Special thanks to all the organizations that brought mini-golf holes and Main Street Greencastle for helping with the city to block off Franklin Street for us. It’s not too early to start thinking about an entry for the 4th Annual Putt Putnam County in October 2019!
Our 3rd Annual Putt Putnam County mini-golf hole building tournament is underway and the holes this year looking better than ever. With about a dozen mini-golf holes that I’m aware of, there’s still time to put together a quick hole for a night of family fun.
This year we’re holding the ‘putt off’ at the First Friday event in downtown Greencastle from 6-8 pm. Main Street Greencastle is helping us to arrange Franklin Street to be blocked off, so we’ll have the holes down the street as part of the First Friday event. And several community organizations are also building holes for the event.
With entry holes from “Alice in Wonderland” to “Virtual Golf” it promises to be a fun, no charge event for the community. Come join us on October 5th!
For the June Castlemakers Kids meeting we built an emergency radio antenna out of coax cable. Since it was ARRL’s Field Day, an annual ‘dust off the radios & get on the air’ event, we relocated our meeting to Putnam County’s Emergency Operations Center (EOC), where some local amateur radio operators were seeing how many radio contacts they could make. It also gave everyone a chance to see amateur radio operators making on air radio contacts and then try out the built antennas.
The design uses a short piece of coax cable with a connector on the end, you can see the instruction sheet we made and an example antenna. It’s a simple design that works quite well by cutting a different cable length for different transmission frequencies. Just strip the wire and twist the coax braid then you’re done. The antennas were then hooked up to a radio, and with a licensed radio operator supervision, they tried their antenna, some inside the building and others in the parking lot, to talk to each other.
Of course making antennas and watching radio operators ‘work the grid’ raised lots of questions. Thanks to George Edenfield (KB9RZK) and the rest of the PCAUXComm crew for hosting us. And special thanks to Dave Costin for giving us a behind the scenes tour of the Putnam County EOC – lot going on there many don’t realize.
This last Sunday, for our first Castlemakers Kids meeting of the year, eight kids (and a few adults) learned about the electronic circuit called the “Joule Thief.” It’s a fun circuit that has gained some popularity in hacker circles, yet a lot of people don’t know about. Two factors make it a good kids project: The simplicity of the circuit and you don’t need to understand the electronics behind it.

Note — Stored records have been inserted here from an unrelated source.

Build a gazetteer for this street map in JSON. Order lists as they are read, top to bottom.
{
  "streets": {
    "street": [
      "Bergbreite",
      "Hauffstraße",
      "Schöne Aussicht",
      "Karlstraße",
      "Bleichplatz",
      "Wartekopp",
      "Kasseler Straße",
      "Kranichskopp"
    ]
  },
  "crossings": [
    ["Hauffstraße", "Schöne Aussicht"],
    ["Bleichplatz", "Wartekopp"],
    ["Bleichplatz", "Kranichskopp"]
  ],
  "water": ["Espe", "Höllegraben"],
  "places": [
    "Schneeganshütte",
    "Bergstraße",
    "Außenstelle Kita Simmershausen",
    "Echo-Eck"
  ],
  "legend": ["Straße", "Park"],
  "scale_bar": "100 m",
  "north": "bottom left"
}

For inquiring minds it can challenging because it’s not immediately obvious how it works.
The name is based on getting extra energy (joules) out of dead batteries. Or at least batteries that most people think are dead. The circuit, with only 4 components, can use as little as .5 volts from a single dead cell AA battery and boost it up over 3 volts – more than enough to light up a white or blue LED. Even a brand new 1.5 volt AA battery won’t do that! For the more technically minded it’s a simple blocking oscillator (IMHO not an Armstrong since there’s no capacitor) that pulses higher voltage using a inductor, resistor, and a transistor.

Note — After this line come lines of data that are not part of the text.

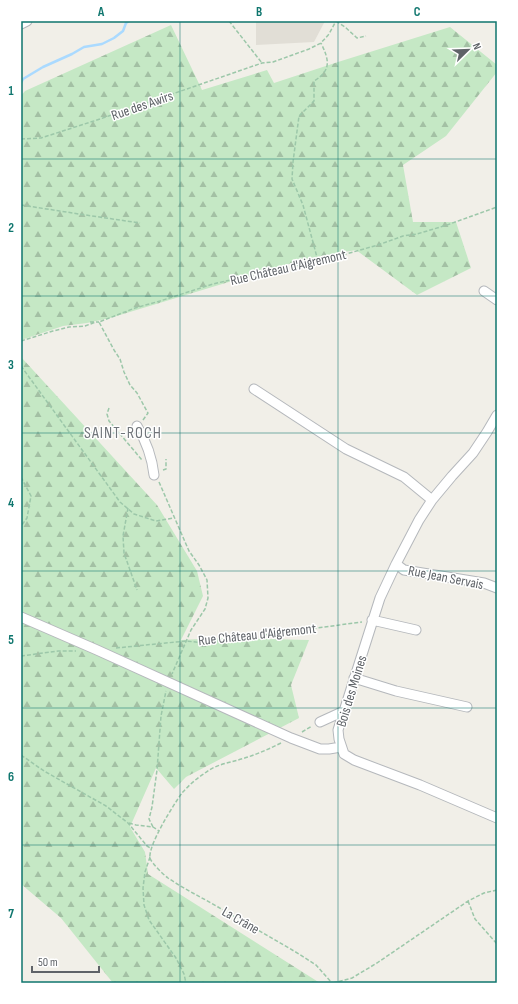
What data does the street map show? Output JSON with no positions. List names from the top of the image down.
{
  "streets": {
    "street": ["Rue Jean Servais", "Bois des Moines"],
    "path": ["Rue des Awirs", "Rue Château d'Aigremont", "La Crâne"]
  },
  "crossings": [
    ["Rue Château d'Aigremont", "Bois des Moines"],
    ["Rue Jean Servais", "Bois des Moines"]
  ],
  "districts": ["SAINT-ROCH"],
  "scale_bar": "50 m",
  "north": "top right",
  "grid": {
    "columns": ["A", "B", "C"],
    "rows": [
      "1",
      "2",
      "3",
      "4",
      "5",
      "6",
      "7"
    ]
  }
}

There are lots of different ways to make the circuit, which turned out to be part of the fun. We tore apart computer power supplies to get the toroid coils, but also experimented using parts from burned out Compact Fluorescent Light (CFL) bulbs too. We found out the CFL parts worked great & possibly how we’ll do it in the future – although it can be tough to wind the toroid from some of the newer CFL bulbs. One future experiment – the Joule Thief circuit can charge dead rechargeable batteries, another great way to get energy out of supposedly dead batteries!